Ageing in trees: Role of body size optimization in demographic senescence

Abstract

“We must discover the reason why trees are of an enduring constitution” wrote Aristotle in 350 BCE. Millennial lifespans in clonal trees, reproductive activity in young and physically underdeveloped trees, and sustained (albeit sporadic) reproduction for life in most trees, have made others suggest that trees show negative (anti) senescence or even become immortal. Alternatively, we hypothesise that demographic senescence is always observed when trees reach their habitat-specific optimum body size. Natural selection optimizes body size in trees such that their age-specific mortality probability is minimized and fertility is maximised. Trees of supra-optimal size are vulnerable to extrinsic mortal threats. Size-driven decline in tree bodily function is accentuated by age-driven loss of access to genomic information through chromosomal reorganisation, epigenetic changes, and transcriptional inadequacies. Annual trends in fertility are unpredictable in trees, although fertility always declines in old trees because of age- and size-dependent functional decline and body mass loss. We propose that an increase in body size beyond a habitat-specific optimum will escalate size-specific mortality probability of trees without any significant gains in fertility. Such trees will show increasing mortality rate and decreasing fertility rate, a hallmark of demographic senescence. The time-course of demographic senescence is also influenced by the extent of juvenile mortality, age- and size-dependent changes in offspring quality, and heterogeneity in height growth rate.
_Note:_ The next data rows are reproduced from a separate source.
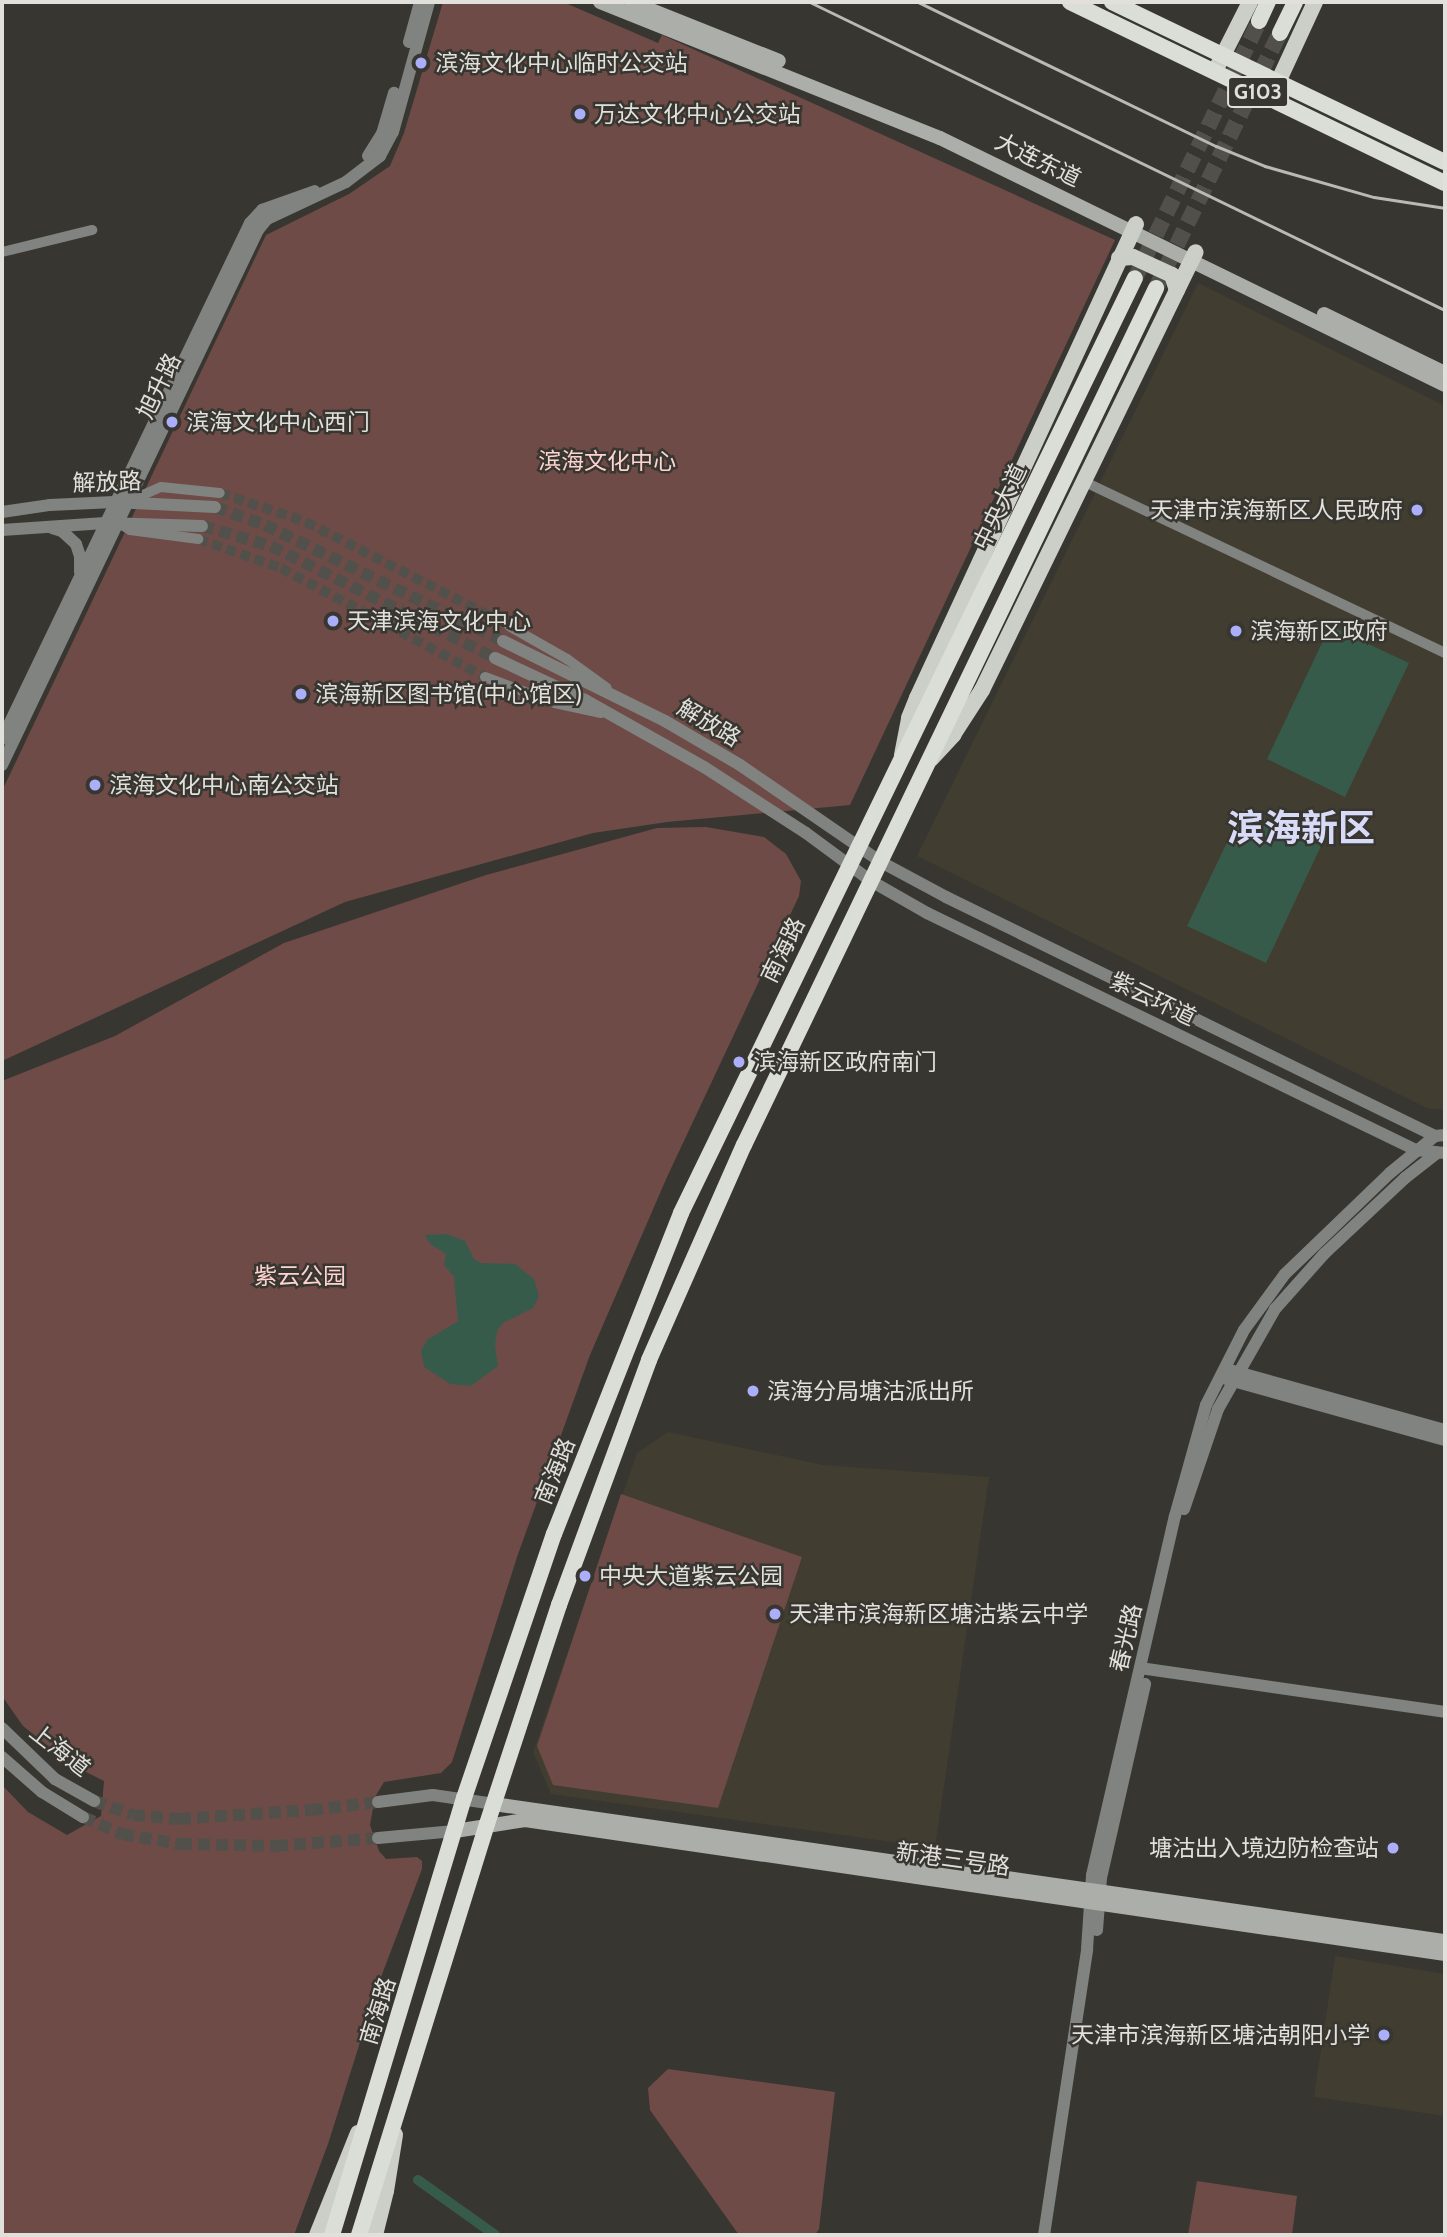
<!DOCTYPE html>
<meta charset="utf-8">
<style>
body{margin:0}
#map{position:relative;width:1447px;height:2237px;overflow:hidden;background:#383630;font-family:Cabin,"Noto Sans SC",sans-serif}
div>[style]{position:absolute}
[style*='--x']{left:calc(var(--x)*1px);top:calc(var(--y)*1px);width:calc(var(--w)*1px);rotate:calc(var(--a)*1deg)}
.built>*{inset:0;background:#413d30}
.green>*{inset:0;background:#6f4b48}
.water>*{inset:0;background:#375b4a}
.canal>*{height:10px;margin:-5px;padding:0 5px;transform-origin:5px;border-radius:5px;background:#375b4a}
.minor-tunnel>*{height:10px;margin-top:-5px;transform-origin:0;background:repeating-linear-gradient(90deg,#51504a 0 10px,transparent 0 15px)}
.tertiary-tunnel>*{height:12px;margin-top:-6px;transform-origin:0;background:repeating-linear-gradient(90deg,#51504a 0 12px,transparent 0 18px)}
.trunk-tunnel>*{height:16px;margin-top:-8px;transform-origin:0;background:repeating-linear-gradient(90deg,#51504a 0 16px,transparent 0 24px)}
.minor>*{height:10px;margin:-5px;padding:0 5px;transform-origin:5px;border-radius:5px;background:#818380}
.tertiary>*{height:12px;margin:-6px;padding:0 6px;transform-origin:6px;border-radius:6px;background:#818380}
.secondary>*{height:14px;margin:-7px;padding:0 7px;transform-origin:7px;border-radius:7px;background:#abaea9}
.primary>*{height:16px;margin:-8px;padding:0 8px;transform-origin:8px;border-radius:8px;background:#cccfc8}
.trunk>*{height:16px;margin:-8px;padding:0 8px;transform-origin:8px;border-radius:8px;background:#daded6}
.rail>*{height:2.5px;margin:-1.25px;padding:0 1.25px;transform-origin:1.25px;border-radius:1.25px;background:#bbb9b4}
.dots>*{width:19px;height:19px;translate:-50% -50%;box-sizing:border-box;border:4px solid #383630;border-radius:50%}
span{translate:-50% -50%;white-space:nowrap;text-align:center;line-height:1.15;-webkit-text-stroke:5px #383630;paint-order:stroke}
.shield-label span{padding:2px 5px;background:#383630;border:2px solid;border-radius:5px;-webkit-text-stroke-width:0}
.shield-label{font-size:21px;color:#e1e0db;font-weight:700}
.poi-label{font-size:23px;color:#e1e0db}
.left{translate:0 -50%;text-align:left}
.right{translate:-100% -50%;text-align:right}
.street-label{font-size:23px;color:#e1e0db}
.park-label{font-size:23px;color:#fed3cf}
.town-label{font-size:37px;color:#d8dbf8;font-weight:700}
.frame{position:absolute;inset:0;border:4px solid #e1e0db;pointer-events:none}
</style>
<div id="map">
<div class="built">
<i style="clip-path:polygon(1198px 283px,1445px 406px,1445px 1109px,1429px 1109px,917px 856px)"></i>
<i style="clip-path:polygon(668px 1432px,823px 1465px,989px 1477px,935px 1848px,551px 1794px,533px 1752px,637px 1453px)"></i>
<i style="clip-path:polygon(1335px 1956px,1445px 1974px,1445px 2116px,1314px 2097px)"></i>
</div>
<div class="green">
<i style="clip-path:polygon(443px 2px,563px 2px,658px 43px,662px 35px,1115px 240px,850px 805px,667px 822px,593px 833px,345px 902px,2px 1061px,2px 791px,266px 235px,349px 194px,390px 166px,404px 133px)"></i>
<i style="clip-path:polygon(706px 827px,764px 837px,786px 854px,801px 881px,799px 896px,667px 1177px,590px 1355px,517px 1557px,452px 1762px,441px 1773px,384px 1782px,375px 1797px,370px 1825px,379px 1851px,386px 1859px,417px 1857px,422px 1861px,422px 1869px,378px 1985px,328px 2144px,294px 2235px,2px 2235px,2px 1785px,28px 1812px,67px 1835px,101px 1816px,104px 1781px,72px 1765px,23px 1726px,2px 1696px,2px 1081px,115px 1036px,284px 943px,486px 875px,657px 828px)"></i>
<i style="clip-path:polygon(621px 1494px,802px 1557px,718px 1808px,553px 1785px,537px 1746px)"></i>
<i style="clip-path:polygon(668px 2069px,835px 2092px,819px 2229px,815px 2235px,739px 2235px,650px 2110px,648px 2088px)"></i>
<i style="clip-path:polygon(1197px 2181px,1297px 2196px,1292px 2235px,1188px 2235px)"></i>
</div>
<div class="water">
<i style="clip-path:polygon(1330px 626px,1409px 663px,1345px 797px,1267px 759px)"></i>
<i style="clip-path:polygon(1243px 809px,1321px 846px,1266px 963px,1187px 926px)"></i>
<i style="clip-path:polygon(447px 1234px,465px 1241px,474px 1259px,481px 1263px,515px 1264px,534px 1279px,539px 1296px,533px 1308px,503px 1323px,497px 1331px,495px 1346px,498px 1366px,471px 1386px,450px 1384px,424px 1367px,421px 1351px,427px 1340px,458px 1321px,454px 1277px,444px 1265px,446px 1254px,430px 1244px,425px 1235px)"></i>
</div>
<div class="canal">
<i style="--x:418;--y:2180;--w:95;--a:35.5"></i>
</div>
<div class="minor-tunnel">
<i style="--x:220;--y:493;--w:91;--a:18.6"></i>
<i style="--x:306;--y:522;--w:228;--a:27.1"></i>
<i style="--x:198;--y:539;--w:88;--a:19.3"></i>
<i style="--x:281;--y:568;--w:231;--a:28.1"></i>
</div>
<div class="tertiary-tunnel">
<i style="--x:215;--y:507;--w:53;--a:19.8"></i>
<i style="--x:265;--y:525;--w:265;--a:26"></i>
<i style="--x:202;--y:526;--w:72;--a:16.2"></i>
<i style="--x:271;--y:546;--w:250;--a:26.6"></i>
<i style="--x:94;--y:1801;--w:41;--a:19.7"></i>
<i style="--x:133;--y:1815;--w:46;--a:5"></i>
<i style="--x:179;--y:1819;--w:132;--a:-3.9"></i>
<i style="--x:311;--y:1810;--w:67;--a:-6.8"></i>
<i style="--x:83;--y:1817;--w:43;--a:23.6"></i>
<i style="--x:122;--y:1834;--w:59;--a:9.8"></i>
<i style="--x:180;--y:1844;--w:96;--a:1.2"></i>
<i style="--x:276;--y:1846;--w:102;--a:-4.5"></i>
</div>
<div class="trunk-tunnel">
<i style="--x:1135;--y:278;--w:285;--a:-64.2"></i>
<i style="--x:1156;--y:288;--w:284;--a:-64.1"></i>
</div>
<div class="minor">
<i style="--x:2;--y:252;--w:93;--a:-13.7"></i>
<i style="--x:1085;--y:482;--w:399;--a:25.4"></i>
<i style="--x:127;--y:502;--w:37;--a:-24"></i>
<i style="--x:161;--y:487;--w:59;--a:5.8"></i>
<i style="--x:119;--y:523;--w:13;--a:32"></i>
<i style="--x:130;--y:530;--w:69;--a:7.5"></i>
<i style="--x:509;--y:626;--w:67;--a:29.6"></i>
<i style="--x:567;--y:659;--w:49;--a:35.9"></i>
<i style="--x:485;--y:677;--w:75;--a:20.4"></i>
<i style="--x:555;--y:703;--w:47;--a:12.3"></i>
</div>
<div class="tertiary">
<i style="--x:409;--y:42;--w:41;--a:-74.6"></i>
<i style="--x:368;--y:156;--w:26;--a:-58"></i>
<i style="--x:382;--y:134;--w:43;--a:-73.7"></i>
<i style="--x:2;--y:512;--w:49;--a:-8.3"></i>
<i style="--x:50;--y:505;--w:64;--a:-2.7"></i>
<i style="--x:114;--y:502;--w:101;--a:2.8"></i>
<i style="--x:52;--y:528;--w:10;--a:17"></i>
<i style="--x:62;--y:531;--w:19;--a:43"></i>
<i style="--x:76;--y:544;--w:13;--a:72"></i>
<i style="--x:80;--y:556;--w:16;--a:90"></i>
<i style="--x:2;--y:530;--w:103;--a:-3.9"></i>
<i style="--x:105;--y:523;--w:97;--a:1.8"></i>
<i style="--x:503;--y:641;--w:181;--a:26.3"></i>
<i style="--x:665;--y:721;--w:87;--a:30.4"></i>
<i style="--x:740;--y:765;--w:171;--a:34.5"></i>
<i style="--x:881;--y:862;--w:74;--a:28.3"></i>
<i style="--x:946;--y:897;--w:544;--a:26.05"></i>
<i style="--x:1435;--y:1136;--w:10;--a:-6"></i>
<i style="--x:495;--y:658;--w:99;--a:25"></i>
<i style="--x:585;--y:700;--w:137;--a:29.4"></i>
<i style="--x:704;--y:767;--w:121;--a:32.9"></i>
<i style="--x:806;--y:833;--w:81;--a:36.4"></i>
<i style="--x:871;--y:881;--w:64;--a:29.7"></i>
<i style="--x:927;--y:913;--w:543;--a:25.86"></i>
<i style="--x:1416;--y:1150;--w:29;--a:6"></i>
<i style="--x:2;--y:739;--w:573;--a:-64.33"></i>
<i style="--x:250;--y:223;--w:18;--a:-47"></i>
<i style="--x:262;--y:210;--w:56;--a:-19.7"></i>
<i style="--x:2;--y:765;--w:593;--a:-64.43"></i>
<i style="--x:258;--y:230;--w:14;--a:-51"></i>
<i style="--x:267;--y:219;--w:87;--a:-25.1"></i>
<i style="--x:346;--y:182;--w:43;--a:-37.4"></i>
<i style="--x:380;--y:156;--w:27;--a:-62"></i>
<i style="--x:393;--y:132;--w:135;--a:-74.5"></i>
<i style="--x:1230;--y:1370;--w:223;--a:15.6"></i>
<i style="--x:1226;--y:1379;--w:227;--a:15.6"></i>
<i style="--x:1184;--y:1509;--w:106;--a:-71.2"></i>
<i style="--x:1218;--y:1409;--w:115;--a:-60.3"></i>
<i style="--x:1275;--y:1309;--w:74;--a:-48.3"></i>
<i style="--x:1324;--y:1254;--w:111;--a:-43.2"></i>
<i style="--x:1405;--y:1178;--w:39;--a:-38"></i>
<i style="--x:1140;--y:1668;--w:308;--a:8.2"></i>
<i style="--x:2;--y:1728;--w:74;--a:43.9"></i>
<i style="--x:55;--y:1779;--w:45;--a:29.4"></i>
<i style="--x:2;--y:1757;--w:53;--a:41.2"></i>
<i style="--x:42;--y:1792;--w:48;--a:31.4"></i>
<i style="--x:378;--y:1802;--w:55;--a:-7.3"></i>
<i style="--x:433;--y:1795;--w:62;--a:8.4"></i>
<i style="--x:378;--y:1838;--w:77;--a:-5.2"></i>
<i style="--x:1097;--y:1930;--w:52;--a:-85.6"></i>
<i style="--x:1101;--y:1878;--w:199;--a:-77.2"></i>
<i style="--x:1044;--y:2235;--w:289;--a:-81.4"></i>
<i style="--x:1087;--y:1949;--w:74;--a:-86.1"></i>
<i style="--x:1092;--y:1875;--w:368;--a:-77"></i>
<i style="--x:1175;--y:1516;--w:115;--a:-74.4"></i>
<i style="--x:1206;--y:1405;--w:84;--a:-63.1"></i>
<i style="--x:1244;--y:1330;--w:69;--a:-53.8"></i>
<i style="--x:1285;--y:1274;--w:146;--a:-43.9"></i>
<i style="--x:1390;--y:1173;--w:58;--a:-39.4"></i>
</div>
<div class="secondary">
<i style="--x:600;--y:2;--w:366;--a:21.8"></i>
<i style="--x:940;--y:138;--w:562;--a:26.06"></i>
<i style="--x:631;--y:2;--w:159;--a:21.7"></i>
<i style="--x:1324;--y:314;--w:135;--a:26"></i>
<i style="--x:494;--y:1804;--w:961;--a:8.2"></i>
<i style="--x:455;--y:1831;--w:71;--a:-8.9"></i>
<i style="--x:525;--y:1820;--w:930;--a:8.29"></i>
</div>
<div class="primary">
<i style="--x:1215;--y:71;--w:77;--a:-63.1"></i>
<i style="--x:1273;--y:93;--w:100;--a:-65.2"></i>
<i style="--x:1119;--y:258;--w:14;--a:-4"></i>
<i style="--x:1133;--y:257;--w:43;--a:24.8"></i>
<i style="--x:1172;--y:275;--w:16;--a:72"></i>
<i style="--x:902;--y:755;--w:38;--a:-79"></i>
<i style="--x:909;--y:718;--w:22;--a:-68"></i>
<i style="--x:917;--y:698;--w:522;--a:-65.2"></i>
<i style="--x:931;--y:759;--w:33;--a:-47"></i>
<i style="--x:953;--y:735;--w:54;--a:-57.2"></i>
<i style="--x:982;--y:690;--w:487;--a:-64"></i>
<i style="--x:317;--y:2235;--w:110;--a:-68.1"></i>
<i style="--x:375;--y:2235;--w:45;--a:-76"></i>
<i style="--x:386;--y:2191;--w:57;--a:-80.9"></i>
</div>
<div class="trunk">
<i style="--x:1070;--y:2;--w:416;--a:25.8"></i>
<i style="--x:1112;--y:2;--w:369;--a:25.7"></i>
<i style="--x:1259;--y:21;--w:21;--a:-65"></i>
<i style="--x:1280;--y:33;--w:34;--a:-64"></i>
<i style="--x:332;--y:2235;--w:457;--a:-73.2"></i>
<i style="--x:464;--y:1798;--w:279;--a:-71.2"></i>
<i style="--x:554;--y:1534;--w:345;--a:-68.4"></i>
<i style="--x:681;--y:1213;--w:1039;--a:-64.1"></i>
<i style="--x:359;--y:2235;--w:430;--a:-72.7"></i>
<i style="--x:487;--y:1824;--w:231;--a:-71.8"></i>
<i style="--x:559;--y:1605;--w:261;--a:-69.8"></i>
<i style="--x:649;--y:1360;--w:235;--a:-66.2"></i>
<i style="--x:744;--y:1145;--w:951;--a:-64.32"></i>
</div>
<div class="rail">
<i style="--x:810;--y:2;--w:706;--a:25.88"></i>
<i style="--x:918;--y:2;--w:331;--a:25.8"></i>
<i style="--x:1216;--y:146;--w:53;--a:22.2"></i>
<i style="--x:1265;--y:166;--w:113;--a:15.9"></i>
<i style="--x:1374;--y:197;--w:72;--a:8.8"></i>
</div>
<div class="dots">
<i style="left:421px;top:63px;background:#abaffb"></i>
<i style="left:580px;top:114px;background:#abaffb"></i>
<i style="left:172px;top:422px;background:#abaffb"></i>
<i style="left:1417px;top:510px;background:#abaffb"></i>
<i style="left:333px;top:621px;background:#abaffb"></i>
<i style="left:1236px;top:631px;background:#abaffb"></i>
<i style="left:301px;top:694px;background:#abaffb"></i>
<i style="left:95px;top:785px;background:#abaffb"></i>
<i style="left:739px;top:1062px;background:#abaffb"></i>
<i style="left:753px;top:1391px;background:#abaffb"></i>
<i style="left:585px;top:1576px;background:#abaffb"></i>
<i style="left:775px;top:1614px;background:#abaffb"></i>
<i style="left:1393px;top:1848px;background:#abaffb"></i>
<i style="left:1384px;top:2035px;background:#abaffb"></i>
</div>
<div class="shield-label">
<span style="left:1258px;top:92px">G103</span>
</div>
<div class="poi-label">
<span class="left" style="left:435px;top:63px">滨海文化中心临时公交站</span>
<span class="left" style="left:594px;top:114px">万达文化中心公交站</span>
<span class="left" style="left:186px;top:422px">滨海文化中心西门</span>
<span class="right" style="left:1403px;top:510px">天津市滨海新区人民政府</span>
<span class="left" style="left:347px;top:621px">天津滨海文化中心</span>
<span class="left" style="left:1250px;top:631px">滨海新区政府</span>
<span class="left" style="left:315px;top:694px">滨海新区图书馆(中心馆区)</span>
<span class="left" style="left:109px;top:785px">滨海文化中心南公交站</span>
<span class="left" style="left:753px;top:1062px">滨海新区政府南门</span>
<span class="left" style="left:767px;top:1391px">滨海分局塘沽派出所</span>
<span class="left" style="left:599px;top:1576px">中央大道紫云公园</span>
<span class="left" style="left:789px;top:1614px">天津市滨海新区塘沽紫云中学</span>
<span class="right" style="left:1379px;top:1848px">塘沽出入境边防检查站</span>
<span class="right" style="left:1370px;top:2035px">天津市滨海新区塘沽朝阳小学</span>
</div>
<div class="street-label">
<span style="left:1038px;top:160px;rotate:26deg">大连东道</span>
<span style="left:159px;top:386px;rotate:-64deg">旭升路</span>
<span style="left:107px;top:482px;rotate:-2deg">解放路</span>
<span style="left:1000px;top:507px;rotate:-64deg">中央大道</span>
<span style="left:709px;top:723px;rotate:31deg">解放路</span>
<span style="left:783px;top:950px;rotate:-64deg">南海路</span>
<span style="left:1153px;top:999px;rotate:26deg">紫云环道</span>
<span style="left:555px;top:1471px;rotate:-68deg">南海路</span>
<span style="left:1126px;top:1638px;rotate:-77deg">春光路</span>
<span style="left:60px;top:1750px;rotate:38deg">上海道</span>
<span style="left:953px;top:1859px;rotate:8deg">新港三号路</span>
<span style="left:378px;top:2011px;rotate:-73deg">南海路</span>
</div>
<div class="park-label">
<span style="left:607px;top:461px">滨海文化中心</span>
<span style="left:300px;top:1276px">紫云公园</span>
</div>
<div class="town-label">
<span style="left:1301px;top:828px">滨海新区</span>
</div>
<div class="frame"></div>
</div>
High juvenile mortality is the main reason why premature reproduction has evolved in trees of sub-optimal size. Offspring viability (a) remains poor in adults of sub-optimal size, (b) improves as these adults get bigger and attain an optimum size, and (c) may be sustained in older trees (with low fertility levels) due to a trade-off between fertility and seed viability, shaped by habitat-specific body size optimization. Senescence is not avoided, but slows down in (a) safe niches, where trees of supra-optimal body size survive, and in (b) extreme niches, where attainment of relatively shorter or smaller optimal size is protracted.